To support this outrageous lifestyle, Nasir sold government jobs, imposed oppressive taxes and confiscated the fortunes of successful merchants. Once he and his princes burned through all the domestic moneys they could lay their hand on, they turned to the idea of raising cash by selling concession rights to foreign companies and governments. First to the British who wanted rights to run a telegraph line and offices through Iran, to India. Then the French, German and Austrians for various other concessions. One of the most stunning ones of all went to a wealthy British interest, a Jewish German-born British journalist and media owner named Paul Julius Baron von Reuter (founder of the Reuters News Agency) in 1872. For a paltry sum and a small royalty payment, he acquired the exclusive rights to run the countries industries, irrigate its farmland, exploit its mineral resources, build and run its railroads and streetcar lines, create and run its national bank and print the nations currency.

Think about that. We Americans fought a brutal war, the longest war in North American recorded history, to kick out an overseas king who raised the taxes on tea.

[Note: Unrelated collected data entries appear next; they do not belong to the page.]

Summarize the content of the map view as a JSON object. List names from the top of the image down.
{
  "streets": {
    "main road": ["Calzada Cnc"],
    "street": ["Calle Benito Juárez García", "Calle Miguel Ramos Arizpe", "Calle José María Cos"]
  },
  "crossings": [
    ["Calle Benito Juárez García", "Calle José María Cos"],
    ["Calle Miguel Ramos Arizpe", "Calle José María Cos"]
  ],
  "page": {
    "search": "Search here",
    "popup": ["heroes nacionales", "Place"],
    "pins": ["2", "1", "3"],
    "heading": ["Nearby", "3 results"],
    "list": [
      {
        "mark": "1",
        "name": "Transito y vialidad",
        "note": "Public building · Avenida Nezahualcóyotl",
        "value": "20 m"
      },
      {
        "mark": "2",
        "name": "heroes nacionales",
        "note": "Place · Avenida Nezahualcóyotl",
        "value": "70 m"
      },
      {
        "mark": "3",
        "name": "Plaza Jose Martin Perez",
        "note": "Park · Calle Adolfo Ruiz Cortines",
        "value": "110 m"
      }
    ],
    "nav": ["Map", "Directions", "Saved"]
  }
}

Not only were Iranian patriots outraged by this, the merchant classes and the clerics were as well. Russia was startled by the huge reach the British would have, and even the British Government (which had not been consulted by Reuter) thought it might be too bold a move. Nasir himself realized he may have indeed gone too far, and less than year later canceled the concession, but his need for cash once again compelled him to sell these concessions, only to a more diverse competing set of foreign groups. He sold three to British consortiums. The mineral rights went to one, banking went to another, and the third granted exclusive rights to control commerce along the Karun River, Iran's only navigable waterway. Russia was placated for the most part by giving exclusive rights to the Caspian caviar fisheries. In essence, these and other concessions ceded the nation's most valuable assets to foreign hands. The money was used to continue the lavish court lifestyle of Nasir. When the money eventually ran out, he simply borrowed more from British and Russian banks. Things came to a head for Nasir in 1891 when he sold the Iranian tobacco industry and rights to the British for a pitiful 15,000 pounds. The terms of the concession meant that every farmer had to sell their crop to the British Imperial Tobacco Company and every smoker had to buy it from a shop that was part of the companies retail network.

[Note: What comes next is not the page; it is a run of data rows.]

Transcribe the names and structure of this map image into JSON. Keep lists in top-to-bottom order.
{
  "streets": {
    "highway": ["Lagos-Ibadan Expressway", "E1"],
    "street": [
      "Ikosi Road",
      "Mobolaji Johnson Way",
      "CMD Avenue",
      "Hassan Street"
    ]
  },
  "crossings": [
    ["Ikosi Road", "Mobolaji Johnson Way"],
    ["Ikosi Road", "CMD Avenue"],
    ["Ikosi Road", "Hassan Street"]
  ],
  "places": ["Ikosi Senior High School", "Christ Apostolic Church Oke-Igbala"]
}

Iran was (and is) a largely agricultural country and like America was at the time, a country of smokers. It was a huge domestic industry. From numerous small farmers who grew tobacco, to a large middlemen merchant class who cut, dried, packaged and distributed it to a multitude of Iranians who smoked it. Now this native product was being taken from the people on terms bordering on extortion, processed and sold back to them in order to line the pockets of foreigners. It was a huge insult. Remember about Americans and their outrage over taxes on tea towards the end of the previous century to the ones the Iranians found their tobacco in the hands of the British?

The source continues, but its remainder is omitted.